Chateaudun 2.0 : à l'intérieur de l'école innovante d'Amiens 

 

 

Par Françoise Solliec

 

 

Dans la vie concrète d'une école ordinaire d'une ville moyenne française, bénéficiant d'enseignants qui ne sont pas spécialement sélectionnés, comment les Tice peuvent-elles aider les élèves ? C'est l'expérience que mène l’école élémentaire Chateaudun à Amiens qui participe au programme international Ecoles innovantes initié par Microsoft.  L'équipe enseignante apporte des réponses intéressantes : utiliser le partenariat avec des écoles de pays différents pour décloisonner les classes, fonctionner en groupes de compétences, donner sens à de nombreux apprentissages au travers de productions multimedia… Pas de clinquant, de la pédagogie.

 

 

Un projet centré sur l’élève

Tous les après-midis, pendant 1 h 30, les six classes de l’école fonctionnent en groupes parallèles et décloisonnés regroupant, d’une part, les élèves du cycle 2 (CP, CE1) et de CLIS et, d’autre part, ceux du cycle 3 (CE2, CM1 et CM2). La répartition dans les groupes est effectuée à partir des évaluations de CE1 et CM2, sur les compétences dire, lire et écrire. Comme pour tout le département, les résultats à ces évaluations sont en-dessous de la moyenne nationale.
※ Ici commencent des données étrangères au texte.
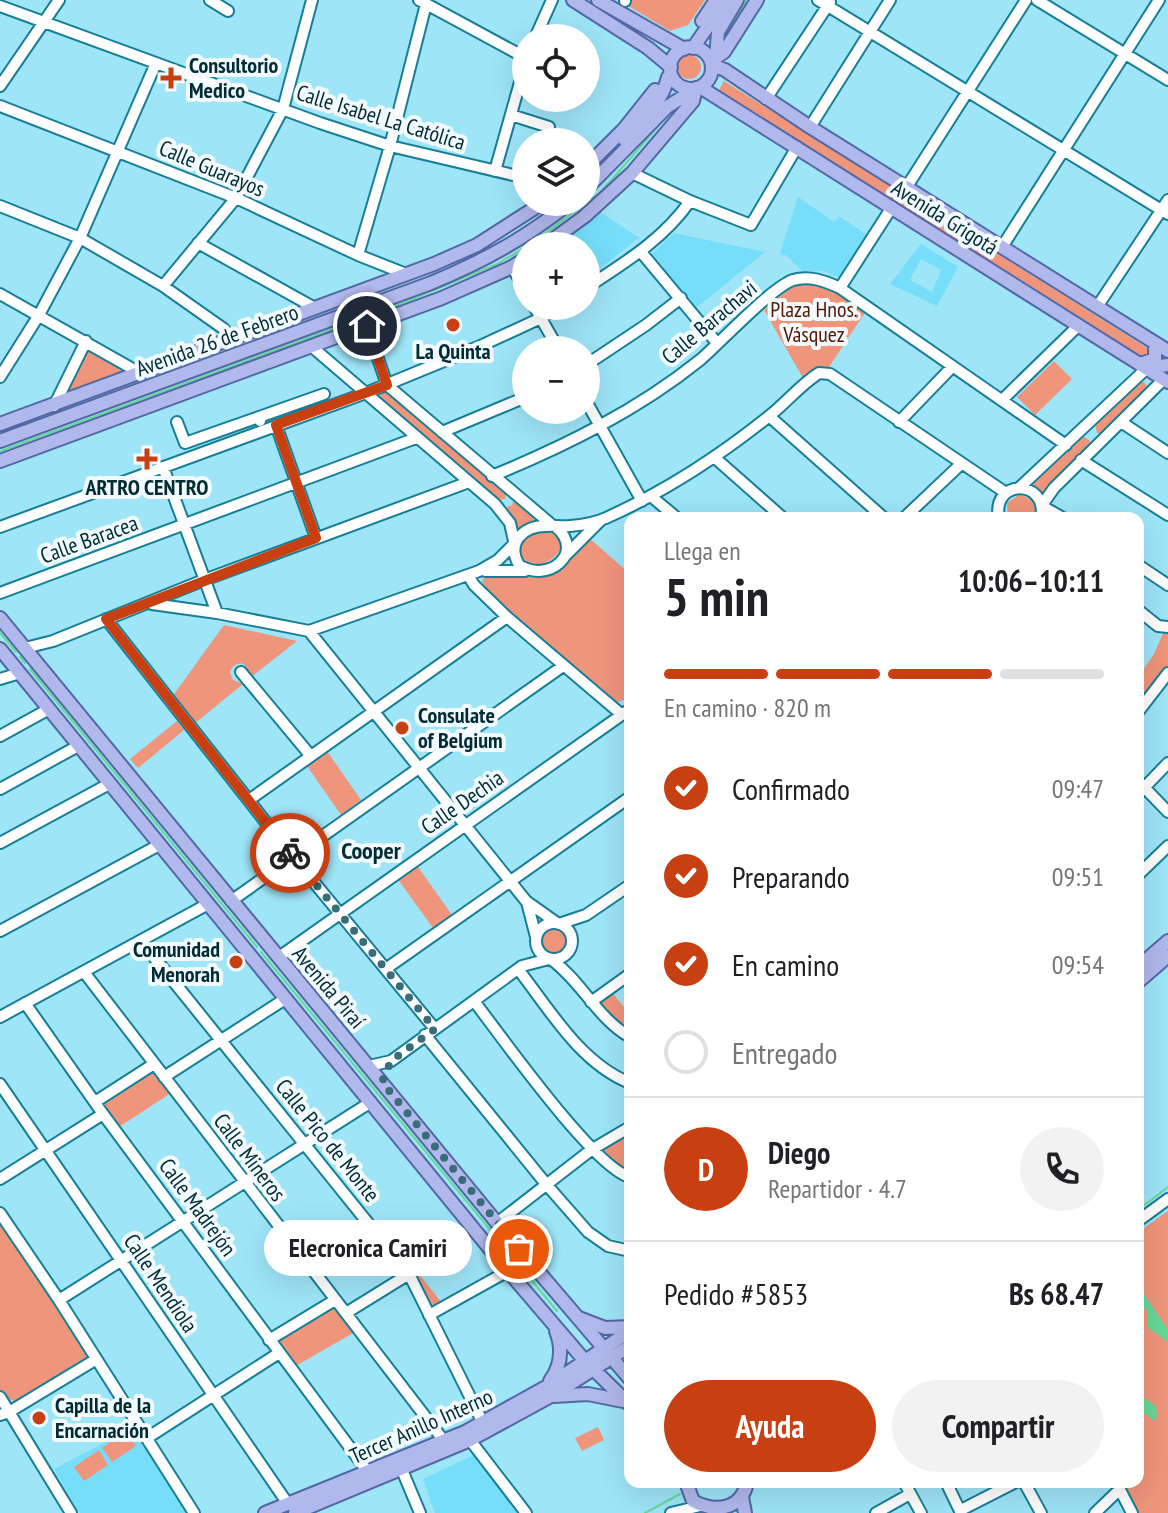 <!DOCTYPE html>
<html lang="es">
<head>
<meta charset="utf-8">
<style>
  :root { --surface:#fff; --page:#f2f2f2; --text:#202124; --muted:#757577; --line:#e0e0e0; --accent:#c84011 }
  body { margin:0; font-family:"PT Sans Narrow",sans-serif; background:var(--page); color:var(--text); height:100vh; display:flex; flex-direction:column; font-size:30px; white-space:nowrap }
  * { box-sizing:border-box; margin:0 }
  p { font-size:26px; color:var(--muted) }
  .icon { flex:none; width:44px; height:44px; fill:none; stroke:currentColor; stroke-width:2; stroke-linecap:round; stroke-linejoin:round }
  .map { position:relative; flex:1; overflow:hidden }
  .sheet { position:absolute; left:624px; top:512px; width:520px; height:976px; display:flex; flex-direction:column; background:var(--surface); border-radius:16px; box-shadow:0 8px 32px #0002 }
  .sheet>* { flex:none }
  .tools { position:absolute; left:512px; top:24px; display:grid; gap:16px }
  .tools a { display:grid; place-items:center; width:88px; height:88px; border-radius:50%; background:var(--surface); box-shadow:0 8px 32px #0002; font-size:40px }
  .pin { position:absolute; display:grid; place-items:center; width:68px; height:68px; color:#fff; margin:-34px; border:4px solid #fff; border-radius:50%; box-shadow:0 2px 8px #0007 }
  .courier { position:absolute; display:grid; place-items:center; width:80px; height:80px; margin:-40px; border:6px solid #c84011; border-radius:50%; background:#fff; color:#222; box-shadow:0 2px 10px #0007 }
  .bubble { position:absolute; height:56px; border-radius:28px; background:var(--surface); box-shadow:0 8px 32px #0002; font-size:26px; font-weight:800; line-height:56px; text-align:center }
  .head em { font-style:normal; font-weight:800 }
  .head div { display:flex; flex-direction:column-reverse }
  .head { display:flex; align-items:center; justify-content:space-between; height:136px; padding:0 40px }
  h1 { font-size:52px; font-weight:800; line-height:60px }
  .bar { display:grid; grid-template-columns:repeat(4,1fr); gap:12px 8px; align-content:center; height:96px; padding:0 40px }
  .bar i { height:10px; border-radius:6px; background:var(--line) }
  .bar .selected { background:var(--accent) }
  .bar p { grid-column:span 4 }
  .line { display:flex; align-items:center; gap:20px; padding:0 40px; border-top:2px solid var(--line) }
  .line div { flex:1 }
  .round { display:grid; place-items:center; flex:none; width:84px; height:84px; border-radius:42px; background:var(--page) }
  ol { padding:0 40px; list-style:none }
  li { display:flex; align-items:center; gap:24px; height:88px }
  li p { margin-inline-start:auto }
  li .icon { padding:8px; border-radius:50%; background:var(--accent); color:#fff; stroke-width:4 }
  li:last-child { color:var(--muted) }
  li i { width:44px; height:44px; border:4px solid var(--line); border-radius:50% }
  .button { display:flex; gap:16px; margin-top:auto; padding:16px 40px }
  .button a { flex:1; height:92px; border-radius:48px; background:var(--accent); color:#fff; font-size:32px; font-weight:800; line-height:92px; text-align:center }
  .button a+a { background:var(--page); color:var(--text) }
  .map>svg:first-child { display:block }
  .built { fill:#76def9; fill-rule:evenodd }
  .green { fill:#ef957b }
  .water { fill:#65d898 }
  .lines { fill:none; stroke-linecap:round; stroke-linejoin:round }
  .stream { stroke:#65d898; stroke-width:2 }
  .canal { stroke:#65d898; stroke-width:7 }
  .minor-casing { stroke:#167f96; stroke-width:14 }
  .major-casing { stroke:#5268a4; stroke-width:16 }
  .minor { stroke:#fff; stroke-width:10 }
  .major { stroke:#b1b8ec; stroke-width:12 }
  .done { stroke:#396d79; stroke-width:8; stroke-dasharray:0 14.4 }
  .route { stroke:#c84011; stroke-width:10 }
  .poi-dot { fill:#c84011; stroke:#f2fafd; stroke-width:3 }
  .labels { text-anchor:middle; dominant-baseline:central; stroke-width:8; stroke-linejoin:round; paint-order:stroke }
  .poi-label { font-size:22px; font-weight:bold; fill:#022c35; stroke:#f2fafd; text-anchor:start }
  .street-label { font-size:22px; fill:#022c35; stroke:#f2fafd }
  .park-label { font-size:22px; fill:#581601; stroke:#f2fafd }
  .neighbourhood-label { font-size:24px; font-weight:bold; fill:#022c35; stroke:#f2fafd }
</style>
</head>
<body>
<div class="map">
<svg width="1168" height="1513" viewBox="0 0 1168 1513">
  <rect width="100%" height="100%" fill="#9ee5f8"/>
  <path class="built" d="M798,197l36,25 5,-6 28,19 -28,43 -16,-7 -20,1 -16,-16 -7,-3z
    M599,211l40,27 -41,32 -12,-12v-12h-11l-9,-9z
    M674,233l91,19 -69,56 -44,-54z
    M921,244l37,23 -21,39 -47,-22zM921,259l20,11 -9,22 -22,-12z
    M132,1428l57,85h-109l-26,-44z
    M474,1455l46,58h-85l-12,-34z"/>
  <path class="green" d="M631,0h74l-17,25 -18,6 -40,-24z
    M677 67a12 12 0 1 1 24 0a12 12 0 1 1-24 0Z
    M724,81l425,268 3,4 -6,6 -427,-269z
    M803,283l21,1 42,27 -37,56 -14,2 -12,9 -39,-68 25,-21z
    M87,345l40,26 -1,2 -53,22 -7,-10z
    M1054,361l18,18 -37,36 -18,-18z
    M1138,382h6l5,7 -43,44h-9l-2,-9z
    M382,392h8l116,100 -1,7 -8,1 -118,-101z
    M1083,436l7,5 -2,7 -46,45 -10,-9z
    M1020,494l14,7 2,10 -2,7h-26l-1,-15z
    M514,499l24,21 -23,10 -3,-13 -7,-9 7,-3z
    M545,530c54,11 -37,68 -24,12l8,-6z
    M588,537l42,37v124l-13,4 -131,-110 -4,-12c23,-17 51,7 75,-9 13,-7 21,-23 31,-34z
    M224,625l73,16 -47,37 -5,-13c-6,-4 -13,0 -15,7l3,8 10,4 -49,40 -22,-27z
    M1164,631l4,1v33l-30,39v-27l16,-23z
    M177,721l7,9 -46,38 -8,-9z
    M327,751l34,49 -20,15 -34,-49z
    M416,864l36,51 -19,13 -36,-50z
    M538 943a15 15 0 1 1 30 0a15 15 0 1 1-30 0Z
    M612,992l18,23v19l-13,-9 -18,-22z
    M153,1068l18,25 -52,34 -18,-26z
    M630,1131v42l-33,-23z
    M1168,1211v302h-31l-17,-31h18v-250z
    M0,1224l89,133 -4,5 -70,39 -10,-3 -5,-8z
    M416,1270l25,32 -6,3 -7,-1 -16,-32z
    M334,1304l21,28 -61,35 -19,-27z
    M598,1427l6,13 -22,11 -7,-13z
    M126,1431l10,15 -24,16 -10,-14z
    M99,1450l9,15 -24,16 -10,-14z"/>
  <path class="water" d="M1138,1285l30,45v12l-21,-15 1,-15 -10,-11z
    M1138,1394l18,12 1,11 -4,4 -5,-6 -10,-3z"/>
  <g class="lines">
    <path class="stream" d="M528,246l74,-55 65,-75
      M0,451l393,-144 104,-43 29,-17
      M0,633l16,19
      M20,657l5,6
      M30,669l227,278
      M261,952l296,359
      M1138,1210l30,-23
      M645,1513l35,-19"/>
    <path class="canal" d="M728,26l18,-26"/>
    <defs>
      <path id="minor" d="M210,0l18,11
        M419,0l107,58
        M625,0v1
        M818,0l350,214
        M1037,0l131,80
        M0,6l320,117 70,23 136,32
        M535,38l17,-38
        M0,86l59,-86
        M766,99l64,-97
        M0,106l236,92 122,57 48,19
        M511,115l38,12
        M810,127l80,-127
        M495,171l31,-110
        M632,173l58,28 61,24 46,-78
        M906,188l120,-188
        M0,206l80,32 83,48 61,43 7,11
        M198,243l117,65
        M1002,247l157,-247
        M641,252l76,91
        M358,255l32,-109 36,-142
        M512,267l14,24
        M163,286l73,-88 19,-36 28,-53 29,-109
        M586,288c38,-25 78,-49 104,-87
        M840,288l52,-81
        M0,294l140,79
        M534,306l25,44
        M1097,307l71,-107
        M367,326l20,59 165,140
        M311,346l184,158 15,19 4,18
        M586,365l60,-40 35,-27
        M0,377l39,-62 41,-77 76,-175
        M1002,400l76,-74
        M586,401l56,100
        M54,406l32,-65
        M769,416l115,102
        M260,421l-1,-4 65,-23
        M177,422l8,21 74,-26
        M899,422l53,-55
        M1121,422l47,31
        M276,425l40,113
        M442,432l84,-35
        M714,457l69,61
        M1081,460l87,55
        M163,467l54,146
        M492,476c73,-30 146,-66 208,-116 21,-18 71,-72 93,-80 16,-5 32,1 47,8l226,157
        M1019,488l128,-120
        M652,497l25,21
        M1042,505l12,-17 110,-109
        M1042,506l21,12
        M904,518l57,-54
        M999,518c-8,-40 50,-39 42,0
        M0,527l366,-134 112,-46 63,-29 18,-12
        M556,527c30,26 -8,57 -37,38 -13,-22 4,-39 27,-39 8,-1 16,1 24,0 12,-1 25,-3 36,-8 58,-26 112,-61 162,-101 17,-13 32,-32 51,-44l11,1 176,119
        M566,555l34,-34
        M1138,565l30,20
        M485,571h40
        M468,575l6,10 33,32 114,97
        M0,593l416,-155
        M152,604l65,9 92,18 170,-60 19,-11 15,-15
        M1138,610l20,16 10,1
        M106,619l188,239 141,171
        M309,631l217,270 31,22
        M25,648l28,-7 151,-61 265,-98
        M241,672l69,83
        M0,679l20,-6
        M1138,712l30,-39
        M0,736l49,-27
        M1138,781l30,31
        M0,789l78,-43
        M1138,794l30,-31
        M249,800l258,-183
        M0,843l109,-59
        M1138,875l30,-29
        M231,901l332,-235
        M527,902l9,35
        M536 941a18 18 0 1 1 36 0a18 18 0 1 1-36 0Z
        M559,924l27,-9 44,-30
        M0,931l159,-86
        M141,941l268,333 74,149
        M279,957l351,-248
        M552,960c30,22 45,58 78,77
        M387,968l243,-171
        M518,969c32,41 62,94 112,114
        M84,972l360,469
        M474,1001c27,35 121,168 156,176
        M591,1002l39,-28
        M25,1003l78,111 268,362
        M0,1017l208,-113
        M425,1035l121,149 42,48 20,14 22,5
        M369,1066l22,-5 131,-95 27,-7
        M164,1077l121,-78
        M0,1084l288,420
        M95,1102l59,-38
        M0,1179l103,-65
        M0,1213l59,87 135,213
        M1138,1221l30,-22
        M497,1223l94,-73 39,-23
        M59,1300l312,-198
        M346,1313l63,-39
        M429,1315l79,-44
        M269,1340l66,-40
        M0,1397l71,116
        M0,1415l9,-3 86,-52
        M147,1438l132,-85
        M470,1440l56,73
        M402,1470l18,43
        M904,1482l17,31
        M946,1482l15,31
        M1024,1482l17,31
        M1116,1482l16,31
        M961,1510l55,-28
        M671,1513l29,-7
        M876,1513l34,-19
        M1095,1513l25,-24"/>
      <path id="major" d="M573,0l75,48 23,19
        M598,0l86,49
        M702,21l14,-21
        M670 68a21 21 0 1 1 42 0a21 21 0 1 1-42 0Z
        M693,48l33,-48
        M716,58l2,-26 19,-32
        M711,61l13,-9 33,-52
        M712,65l13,5 85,57 358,224
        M700,87l468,295
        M625,140c16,-18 38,-39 43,-63
        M586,167l38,-38 31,-39
        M586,189l81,-82 14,-9 11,-3
        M544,246l41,-30 47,-43 61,-72 3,-13
        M1140,364l15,-5v-16
        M1147,368l21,-3
        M0,424l434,-160 43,-19 67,-43
        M0,441l431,-158c55,-23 93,-44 140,-81
        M0,461l442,-163 70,-31 14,-9
        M0,618l497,605 133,156
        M0,649l508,622 77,90 45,44
        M1138,967l30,-26
        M1138,982l30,-26
        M579,1318l26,10 25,-1
        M550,1381c11,-15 13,-32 6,-50
        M554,1396l34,-2 35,7
        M686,1482l7,19c22,12 49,9 54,-19
        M742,1497l3,16
        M265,1513l200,-81 81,-45 84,-56
        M295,1513l175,-73 81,-44 79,-50"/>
    </defs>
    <use href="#minor" class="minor-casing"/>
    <use href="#major" class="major-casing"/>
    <use href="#minor" class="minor"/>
    <use href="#major" class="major"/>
  </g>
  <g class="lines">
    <path class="done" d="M290,853l145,176 -44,32 -9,21 137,167"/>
    <path class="route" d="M290,853l-184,-234 210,-81 -40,-113 111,-40 -20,-59"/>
  </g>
  <g class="poi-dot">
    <path d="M167 66h8v8h8v8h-8v8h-8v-8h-8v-8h8z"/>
    <circle cx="453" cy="325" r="8"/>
    <path d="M143 447h8v8h8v8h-8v8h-8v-8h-8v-8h8z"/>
    <circle cx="402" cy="728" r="8"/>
    <circle cx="236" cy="962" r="8"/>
    <circle cx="39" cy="1418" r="8"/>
  </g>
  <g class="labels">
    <g class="poi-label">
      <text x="189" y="65">Consultorio<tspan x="189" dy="25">Medico</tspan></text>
      <text x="453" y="351" text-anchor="middle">La Quinta</text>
      <text x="147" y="487" text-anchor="middle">ARTRO CENTRO</text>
      <text x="418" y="715">Consulate<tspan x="418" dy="25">of Belgium</tspan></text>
      <text x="220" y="949" text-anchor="end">Comunidad<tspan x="220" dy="25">Menorah</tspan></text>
      <text x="55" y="1405">Capilla de la<tspan x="55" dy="25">Encarnación</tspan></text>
    </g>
    <g class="street-label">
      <text transform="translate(381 117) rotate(17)">Calle Isabel La Católica</text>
      <text transform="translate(212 168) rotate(23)">Calle Guarayos</text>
      <text transform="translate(945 217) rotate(32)">Avenida Grigotá</text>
      <text transform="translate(709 322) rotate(-40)">Calle Barachavi</text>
      <text transform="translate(217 340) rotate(-20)">Avenida 26 de Febrero</text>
      <text transform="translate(89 539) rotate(-20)">Calle Baracea</text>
      <text transform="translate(462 802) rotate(-35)">Calle Dechia</text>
      <text transform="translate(329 987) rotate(50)">Avenida Piraí</text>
      <text transform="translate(328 1140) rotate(51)">Calle Pico de Monte</text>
      <text transform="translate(250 1157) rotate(53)">Calle Mineros</text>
      <text transform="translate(198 1207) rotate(54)">Calle Madrejón</text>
      <text transform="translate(161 1283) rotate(56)">Calle Mendiola</text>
      <text transform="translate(421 1426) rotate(-24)">Tercer Anillo Interno</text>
    </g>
    <g class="park-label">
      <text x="814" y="309">Plaza Hnos.<tspan x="814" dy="25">Vásquez</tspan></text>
    </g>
    <g class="neighbourhood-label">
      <text x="371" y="850">Cooper</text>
    </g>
  </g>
</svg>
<div class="tools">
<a><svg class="icon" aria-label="locate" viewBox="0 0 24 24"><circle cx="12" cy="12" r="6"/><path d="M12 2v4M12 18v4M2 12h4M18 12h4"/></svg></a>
<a><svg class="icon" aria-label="layers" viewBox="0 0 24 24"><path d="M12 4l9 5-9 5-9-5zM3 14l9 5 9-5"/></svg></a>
<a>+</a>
<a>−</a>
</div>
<div class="pin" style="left:519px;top:1249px;background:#ea580c"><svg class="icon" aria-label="bag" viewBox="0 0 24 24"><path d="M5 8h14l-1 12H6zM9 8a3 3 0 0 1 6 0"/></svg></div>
<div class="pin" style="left:367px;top:326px;background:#1f2937"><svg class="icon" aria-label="home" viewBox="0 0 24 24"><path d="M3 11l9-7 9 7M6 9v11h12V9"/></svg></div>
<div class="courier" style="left:290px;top:853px"><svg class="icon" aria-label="bike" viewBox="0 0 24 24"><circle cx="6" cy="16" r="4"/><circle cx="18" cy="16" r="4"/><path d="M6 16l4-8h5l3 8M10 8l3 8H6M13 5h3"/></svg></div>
<div class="bubble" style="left:264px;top:1220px;width:208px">Elecronica Camiri</div>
<section class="sheet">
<div class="head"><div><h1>5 min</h1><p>Llega en</p></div><em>10:06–10:11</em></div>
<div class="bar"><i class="selected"></i><i class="selected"></i><i class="selected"></i><i></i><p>En camino · 820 m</p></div>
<ol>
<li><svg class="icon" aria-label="check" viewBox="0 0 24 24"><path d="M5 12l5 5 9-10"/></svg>Confirmado<p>09:47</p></li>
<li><svg class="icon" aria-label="check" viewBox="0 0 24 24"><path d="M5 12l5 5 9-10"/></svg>Preparando<p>09:51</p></li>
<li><svg class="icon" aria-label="check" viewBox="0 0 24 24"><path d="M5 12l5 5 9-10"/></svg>En camino<p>09:54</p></li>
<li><i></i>Entregado</li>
</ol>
<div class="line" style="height:144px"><b class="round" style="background:var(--accent);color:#fff">D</b><div><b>Diego</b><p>Repartidor · 4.7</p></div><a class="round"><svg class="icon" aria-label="phone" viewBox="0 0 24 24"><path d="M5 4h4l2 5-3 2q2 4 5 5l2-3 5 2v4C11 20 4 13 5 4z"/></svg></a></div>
<div class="line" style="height:104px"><div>Pedido #5853</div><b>Bs 68.47</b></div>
<div class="button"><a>Ayuda</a><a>Compartir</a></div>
</section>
</div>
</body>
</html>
L’école est entrée dans le programme au printemps dernier, mais les travaux en classe n’ont démarré qu’en octobre de cette année. Cet intervalle a permis au directeur, Bruno Nibas, de rencontrer tous les partenaires locaux (IEN, conseiller pédagogique, conseiller TICE du rectorat…) et externes (groupe de pilotage du programme, correspondants des autres pays, chercheurs de l’INRP…) et d’affiner le projet pédagogique avec son équipe.

 

« Je souhaitais voir le projet se centrer sur l’élève », nous explique Bruno Nibas, « ce qui n’est pas le cas dans la plupart des projets du réseau Innovative Schools, où ce sont les enseignants qui sont plus directement concernés, même s’ils rapportent le travail effectué dans les classes ». Dans les rencontres internationales, Seattle ou Helsinki, ou par courrier électronique, Bruno Nibas s’est donc mis en quête de classes partenaires et en a trouvé dans différents pays, Brésil, Suède, Finlande, Chine. D’autres contacts, non prévus a priori dans le réseau Innovative Schools, se sont noués avec le Canada et le Pérou.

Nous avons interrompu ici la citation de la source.